Cancer. 1989 Jun 1;63(11):2234-41. doi: 10.1002/1097-0142(19890601)63:11<2234::aid-cncr2820631130>3.0.co;2-t.
Ninety-five male veterans with cancer and back pain were prospectively evaluated for epidural metastases. The evaluation included vertebral roentgenograms and a myelogram. The most common cancers were lung and prostate. Forty-three percent of the patients had an epidural metastasis, including 73% of the 37 patients with myelopathy and 48% of the 29 patients with radiculopathy. None of the 29 patients who had back pain without radiculopathy or myelopathy had an epidural metastasis. Thirty-seven patients were treated with only radiation therapy and dexamethasone and four also had surgical decompression. Nineteen of the 20 patients who could walk at diagnosis walked after completion of therapy, whereas, only 11 of the 21 patients who were not ambulatory at the time of diagnosis walked after completion of therapy. The probability of surviving 12 months was 73% for patients who could walk after treatment and 9% for nonambulatory patients. Emergency spinal canal imaging is warranted in cancer patients with back pain and signs or symptoms of radiculopathy or myelopathy.
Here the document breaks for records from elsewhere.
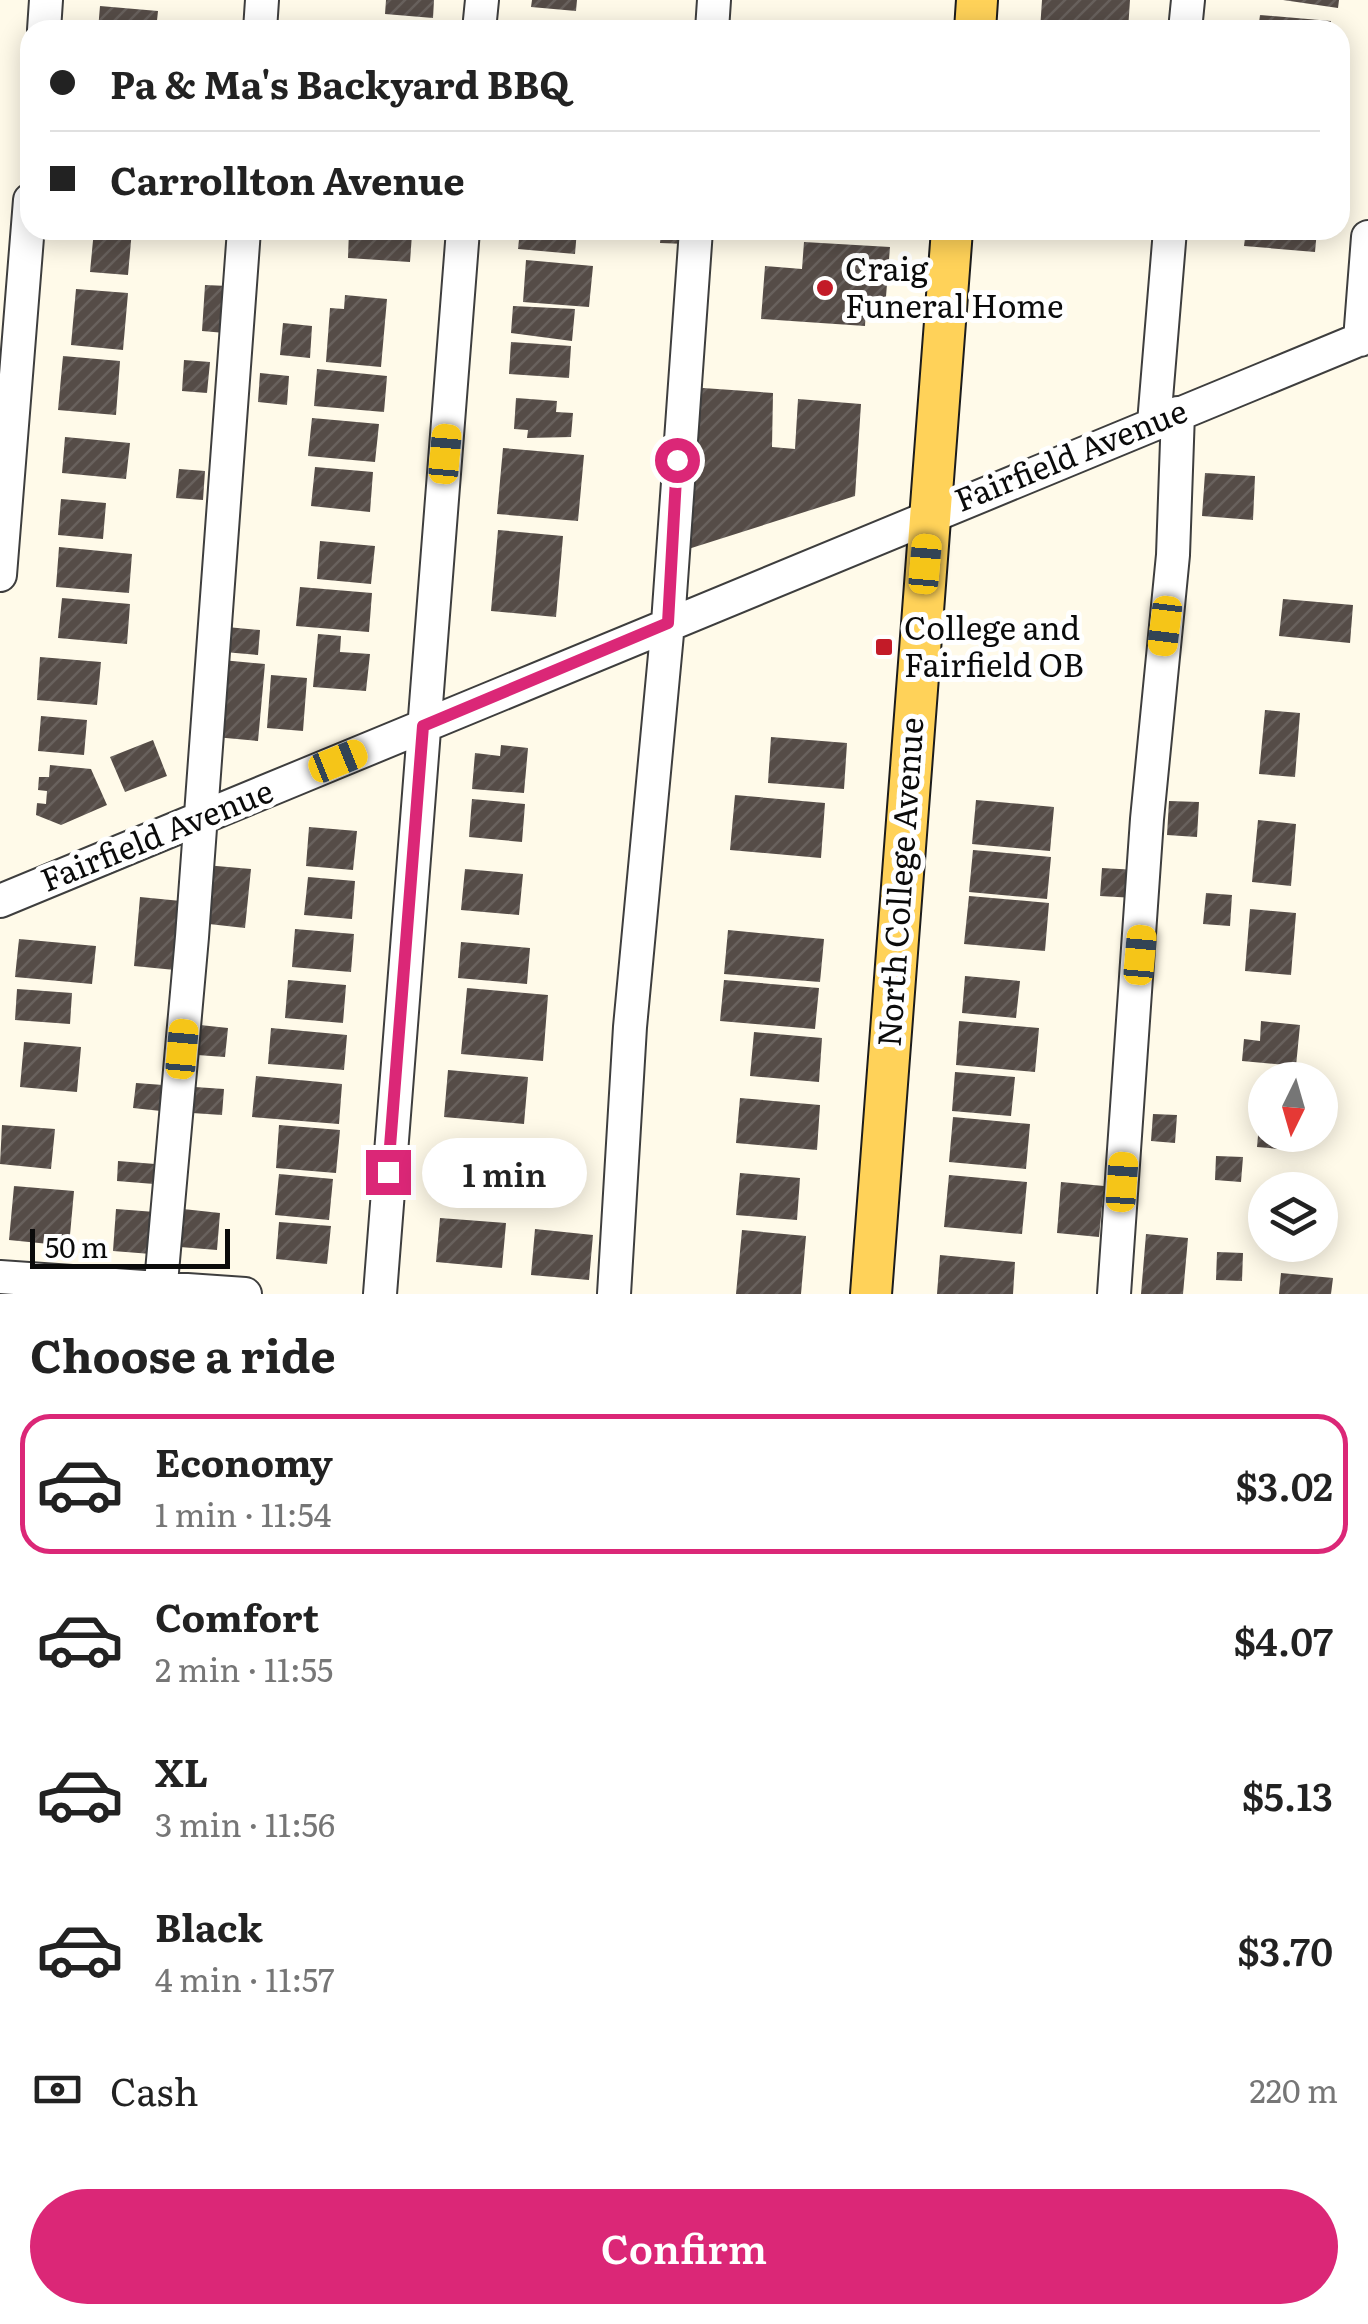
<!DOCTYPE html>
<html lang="en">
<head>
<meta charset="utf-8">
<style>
  body { margin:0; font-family:Literata,serif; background:#f2f2f2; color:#222; height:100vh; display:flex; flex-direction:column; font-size:38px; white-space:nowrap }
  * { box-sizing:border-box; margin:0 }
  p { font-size:32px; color:#767676 }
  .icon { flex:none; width:55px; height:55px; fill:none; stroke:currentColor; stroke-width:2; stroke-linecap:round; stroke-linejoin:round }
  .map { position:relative; height:1294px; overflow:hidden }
  .sheet { display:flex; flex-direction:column; background:#fff; flex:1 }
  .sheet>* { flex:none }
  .banner { position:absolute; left:20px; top:20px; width:1330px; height:220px; border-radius:30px; box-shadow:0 5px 25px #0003; display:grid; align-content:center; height:220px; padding:0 30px; background:#fff }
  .needle { width:65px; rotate:185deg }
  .buttons { position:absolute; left:1248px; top:1062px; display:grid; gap:20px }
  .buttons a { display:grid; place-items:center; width:90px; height:90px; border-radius:50%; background:#fff; box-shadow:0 5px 25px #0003; font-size:50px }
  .scale { position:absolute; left:30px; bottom:25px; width:200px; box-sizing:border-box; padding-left:10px; border:5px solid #0b0b0b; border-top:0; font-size:28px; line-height:35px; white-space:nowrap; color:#0b0b0b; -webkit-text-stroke:8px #fff; paint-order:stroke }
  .end { position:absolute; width:45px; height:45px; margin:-22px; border:12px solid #db2777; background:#fff; box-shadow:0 0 0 5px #fff }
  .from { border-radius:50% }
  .bubble { position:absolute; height:70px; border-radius:35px; background:#fff; box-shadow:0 5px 25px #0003; font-size:32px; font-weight:600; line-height:70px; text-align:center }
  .car { position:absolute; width:30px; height:60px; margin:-30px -15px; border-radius:12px; box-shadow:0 0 8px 2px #0007; background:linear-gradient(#f5c518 24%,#345 0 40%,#f5c518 0 76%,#345 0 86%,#f5c518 0) }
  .banner b { display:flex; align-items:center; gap:35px; height:95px; font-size:38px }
  .banner b+b { border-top:2px solid #e0e0e0 }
  .banner i { width:25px; height:25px; background:#222 }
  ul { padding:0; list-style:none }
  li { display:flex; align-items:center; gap:30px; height:140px; margin:0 20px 15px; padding:0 10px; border:5px solid transparent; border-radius:30px }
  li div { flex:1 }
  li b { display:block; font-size:38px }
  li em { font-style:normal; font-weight:600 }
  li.selected { border-color:#db2777 }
  li>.icon { width:90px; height:90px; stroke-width:1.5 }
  h2 { padding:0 30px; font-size:45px; line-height:120px }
  .pay { display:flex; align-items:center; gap:25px; height:110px; padding:0 30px; font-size:38px }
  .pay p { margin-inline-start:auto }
  .cta { display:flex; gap:20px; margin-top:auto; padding:20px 30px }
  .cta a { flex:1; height:115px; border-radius:60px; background:#db2777; color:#fff; font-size:40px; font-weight:600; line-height:115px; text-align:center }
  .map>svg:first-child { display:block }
  .building { fill:url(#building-hatch) }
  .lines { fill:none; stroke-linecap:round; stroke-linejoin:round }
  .minor-casing { stroke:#3e3e3e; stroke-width:36 }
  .major-casing { stroke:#1c1c1c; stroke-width:44 }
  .minor { stroke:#fff; stroke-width:32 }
  .major { stroke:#ffd259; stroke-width:40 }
  .route { stroke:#db2777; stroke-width:12 }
  .poi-dot { fill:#c31b28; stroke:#fff; stroke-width:4 }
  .labels { text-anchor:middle; stroke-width:10; stroke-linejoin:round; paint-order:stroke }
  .poi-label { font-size:32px; fill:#0b0b0b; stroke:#fff; text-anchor:start }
  .street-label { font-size:32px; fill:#0b0b0b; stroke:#fff }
</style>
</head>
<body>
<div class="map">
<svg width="1368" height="1294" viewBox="0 0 1368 1294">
  <defs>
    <pattern id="building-hatch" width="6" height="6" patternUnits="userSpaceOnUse" patternTransform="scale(2.5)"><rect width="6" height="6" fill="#554c47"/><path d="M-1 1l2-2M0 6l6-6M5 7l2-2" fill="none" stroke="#68615d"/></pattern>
  </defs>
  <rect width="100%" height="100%" fill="#fffae9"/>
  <path class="building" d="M386,0H434L433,18L385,14Z
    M532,0H577L576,11L531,7Z
    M1042,0H1130L1128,30H1040Z
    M1283,0H1339L1338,8Z
    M100,6L158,11L156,30H98Z
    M1260,15L1331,21L1330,30H1258Z
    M94,230H132L128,275L90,272Z
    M349,230L412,234L410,262L348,258Z
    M520,230H577L575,254L518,249Z
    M661,230H687L686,244L660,243Z
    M1246,230H1317L1315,252L1244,246Z
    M804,242L890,247L885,309L866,308L865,326L761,319L765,266L802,269Z
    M526,260L593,266L589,307L523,302Z
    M205,285L228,286L225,333L202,331Z
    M76,289L128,293L123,350L71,345Z
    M345,295L387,299L381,367L326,362L330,308L344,309Z
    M513,306L575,309L572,341L511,333Z
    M283,323L312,326L310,358L280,355Z
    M511,342L571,346L569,378L509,374Z
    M63,356L120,361L116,415L58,410Z
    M184,360L210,362L207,393L182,391Z
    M317,369L387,376L384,412L314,406Z
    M260,373L289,376L287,405L258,402Z
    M703,388L773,393L772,447L795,449L798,399L861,404L855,496L682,551L694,391Z
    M516,398L557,401L556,412L573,413L571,437L527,438L528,430L514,429Z
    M312,418L379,424L375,462L308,456Z
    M65,437L130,443L126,479L62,473Z
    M503,448L584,455L578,521L497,514Z
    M315,467L373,472L370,512L311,506Z
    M179,469L205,471L203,500L176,498Z
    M1205,473L1255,476L1253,520L1202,516Z
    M61,499L106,503L103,539L58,535Z
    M498,530L563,536L556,617L491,611Z
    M320,541L375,546L371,584L317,579Z
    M59,547L132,554L129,593L56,587Z
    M300,587L372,593L369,632L296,626Z
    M62,598L130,604L127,644L58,638Z
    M1283,599L1353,605L1350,643L1279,636Z
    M227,627L260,630L258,655L224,652Z
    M318,634L341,636L340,652L370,654L366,691L313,687Z
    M40,657L101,662L97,705L37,700Z
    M222,660L265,664L258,741L215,737Z
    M271,675L307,678L303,731L267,728Z
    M1265,710L1300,713L1295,777L1259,774Z
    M41,716L87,720L84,755L38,751Z
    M771,737L847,743L844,789L768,783Z
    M153,740L167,776L125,792L110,757Z
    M501,745L528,748L524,793L472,789L475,753L500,756Z
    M50,765L91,769L107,805L61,825L36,815L37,803L46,804L47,791L38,790L39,777H49Z
    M735,795L825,803L821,858L730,850Z
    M472,799L525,804L522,842L469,837Z
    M976,800L1054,807L1050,851L972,844Z
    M1169,801L1199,802L1197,837L1167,835Z
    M1258,820L1296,824L1291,886L1252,882Z
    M309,827L357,831L353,870L306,866Z
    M973,850L1051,857L1047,899L969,892Z
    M205,865L251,869L245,928L200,923Z
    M1102,868L1137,870L1135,898L1100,896Z
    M465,869L523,874L519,915L461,910Z
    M308,877L355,881L352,919L304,915Z
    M1206,893L1232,895L1230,926L1203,924Z
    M969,896L1049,903L1045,951L964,944Z
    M140,897L181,901L175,970L134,966Z
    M1250,909L1296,913L1291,975L1245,971Z
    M295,929L354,934L351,972L292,967Z
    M728,930L824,939L820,982L724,974Z
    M19,939L96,946L92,984L15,977Z
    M461,942L530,948L527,984L458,978Z
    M965,976L1020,981L1016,1018L962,1013Z
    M288,980L346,985L343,1023L285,1018Z
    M724,980L819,988L815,1029L720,1021Z
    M467,988L548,995L543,1061L461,1054Z
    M17,989L72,993L70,1024L15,1020Z
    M959,1021L1039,1028L1035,1072L956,1065Z
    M1261,1021L1300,1025L1296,1066L1242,1061L1244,1039L1260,1041Z
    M200,1025L228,1028L225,1057L197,1055Z
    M271,1028L347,1035L344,1070L268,1064Z
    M754,1032L822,1038L819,1082L750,1076Z
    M24,1042L81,1047L77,1092L20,1087Z
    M448,1070L528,1077L524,1124L444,1117Z
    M955,1072L1015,1077L1011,1116L952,1111Z
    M256,1076L342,1084L339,1124L252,1117Z
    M136,1083L163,1085L161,1111L133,1108Z
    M195,1087L224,1089L222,1115L192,1113Z
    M740,1098L820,1105L817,1150L736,1143Z
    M1260,1113H1265V1135H1304L1302,1151L1257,1147Z
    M1153,1114L1177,1115L1175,1143L1151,1141Z
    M953,1117L1030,1124L1026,1169L949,1162Z
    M2,1125L55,1129L51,1169L0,1164Z
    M279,1125L340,1130L336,1173L276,1168Z
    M1216,1156L1243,1157L1241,1182L1215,1180Z
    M118,1161L155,1164L154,1184L117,1181Z
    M442,1162L505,1168L502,1205L439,1200Z
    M740,1173L800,1178L797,1220L736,1215Z
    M279,1174L333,1179L329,1220L275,1215Z
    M949,1175L1027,1182L1022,1234L944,1227Z
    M1061,1182L1104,1186L1099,1237L1057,1233Z
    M14,1186L74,1191L69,1246L9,1240Z
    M116,1209L155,1212L151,1254L113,1251Z
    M183,1209L220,1213L217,1250L180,1247Z
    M440,1218L506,1223L502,1268L436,1262Z
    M279,1222L331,1226L327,1264L276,1259Z
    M535,1229L593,1235L589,1280L531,1275Z
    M742,1230L806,1236L801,1294H736Z
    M1146,1234L1188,1238L1183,1294H1141Z
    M1217,1252L1243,1253L1242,1281L1216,1280Z
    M940,1255L1015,1262L1013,1294H937Z
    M1281,1273L1333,1278L1331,1294H1279Z"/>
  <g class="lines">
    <defs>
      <path id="minor" d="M44,30L46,0
        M260,30L262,0
        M479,30L482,0
        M712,30L714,0
        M1185,30L1188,0
        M1360,340L1368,237
        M1154,423L1170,230
        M0,575L30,200
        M0,901L1368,336
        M0,1277L245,1294
        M160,1294L192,937L244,230
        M380,1294L463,230
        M614,1294L630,1027L668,623L696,230
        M1114,1294L1147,819L1173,555L1178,413"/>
      <path id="major" d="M975,30L977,0
        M871,1294L952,230"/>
    </defs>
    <use href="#minor" class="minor-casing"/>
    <use href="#major" class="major-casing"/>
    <use href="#minor" class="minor"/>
    <use href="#major" class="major"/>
  </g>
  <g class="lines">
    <path class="route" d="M388,1172L423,726L668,623L677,460"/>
  </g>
  <g class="poi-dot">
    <circle cx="825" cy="288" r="10"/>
    <rect x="874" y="637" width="20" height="20" rx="5"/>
  </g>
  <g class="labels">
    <g class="poi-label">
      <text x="845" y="281">Craig<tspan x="845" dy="37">Funeral Home</tspan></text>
      <text x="904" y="640">College and<tspan x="904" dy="37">Fairfield OB</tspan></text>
    </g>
    <g class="street-label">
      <text transform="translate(1071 456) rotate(-22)" y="11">Fairfield Avenue</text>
      <text transform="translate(157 836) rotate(-22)" y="11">Fairfield Avenue</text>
      <text transform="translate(901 882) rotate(-86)" y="11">North College Avenue</text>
    </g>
  </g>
</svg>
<div class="buttons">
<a><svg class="needle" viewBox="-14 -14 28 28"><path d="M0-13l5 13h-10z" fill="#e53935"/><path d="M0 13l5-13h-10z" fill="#767676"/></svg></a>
<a><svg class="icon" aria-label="layers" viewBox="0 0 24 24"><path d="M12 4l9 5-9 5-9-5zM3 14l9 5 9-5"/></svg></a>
</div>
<div class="scale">50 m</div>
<i class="end from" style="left:677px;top:460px"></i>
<i class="end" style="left:388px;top:1172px"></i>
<div class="bubble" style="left:422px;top:1138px;width:165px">1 min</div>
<i class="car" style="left:445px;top:454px;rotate:5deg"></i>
<i class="car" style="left:925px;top:564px;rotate:5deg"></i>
<i class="car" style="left:1165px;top:626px;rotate:187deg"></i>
<i class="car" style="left:338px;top:761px;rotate:68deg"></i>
<i class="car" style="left:1140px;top:955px;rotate:5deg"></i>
<i class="car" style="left:182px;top:1049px;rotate:5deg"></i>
<i class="car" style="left:1122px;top:1182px;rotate:4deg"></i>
<div class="banner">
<b><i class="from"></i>Pa &amp; Ma's Backyard BBQ</b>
<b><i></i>Carrollton Avenue</b>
</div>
</div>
<section class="sheet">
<h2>Choose a ride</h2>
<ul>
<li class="selected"><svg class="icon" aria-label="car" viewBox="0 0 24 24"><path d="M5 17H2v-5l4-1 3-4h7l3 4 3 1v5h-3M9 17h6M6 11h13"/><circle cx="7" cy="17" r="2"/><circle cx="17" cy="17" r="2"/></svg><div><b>Economy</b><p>1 min · 11:54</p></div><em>$3.02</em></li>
<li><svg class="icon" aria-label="car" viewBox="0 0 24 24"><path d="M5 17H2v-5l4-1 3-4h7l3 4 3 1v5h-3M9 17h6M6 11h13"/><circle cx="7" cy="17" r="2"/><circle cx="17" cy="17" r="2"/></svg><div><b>Comfort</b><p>2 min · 11:55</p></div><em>$4.07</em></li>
<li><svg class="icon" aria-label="car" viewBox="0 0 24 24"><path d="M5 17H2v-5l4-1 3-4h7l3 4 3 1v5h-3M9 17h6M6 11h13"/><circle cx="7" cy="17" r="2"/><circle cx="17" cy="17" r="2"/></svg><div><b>XL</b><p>3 min · 11:56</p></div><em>$5.13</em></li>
<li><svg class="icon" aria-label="car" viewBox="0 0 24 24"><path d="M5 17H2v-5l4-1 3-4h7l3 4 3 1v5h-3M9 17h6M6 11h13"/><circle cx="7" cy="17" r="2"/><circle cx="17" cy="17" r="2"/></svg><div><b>Black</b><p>4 min · 11:57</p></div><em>$3.70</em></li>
</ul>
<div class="pay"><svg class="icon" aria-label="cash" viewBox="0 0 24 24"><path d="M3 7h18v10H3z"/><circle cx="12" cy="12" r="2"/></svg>Cash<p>220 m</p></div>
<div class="cta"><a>Confirm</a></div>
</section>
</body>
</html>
对95名患有癌症且伴有背痛的男性退伍军人进行了硬膜外转移的前瞻性评估。评估包括脊椎X线片和脊髓造影。最常见的癌症是肺癌和前列腺癌。43%的患者存在硬膜外转移,其中脊髓病患者中有73%(37例中的27例)、神经根病患者中有48%(29例中的14例)存在硬膜外转移。29例有背痛但无神经根病或脊髓病的患者均无硬膜外转移。37例患者仅接受放射治疗和地塞米松治疗,4例还接受了手术减压。诊断时能够行走的20例患者中,19例在治疗结束后仍能行走;而诊断时不能行走的21例患者中,治疗结束后只有11例能够行走。治疗后能够行走的患者存活12个月的概率为73%,不能行走的患者为9%。对于有背痛且伴有神经根病或脊髓病体征或症状的癌症患者,有必要进行紧急椎管成像检查。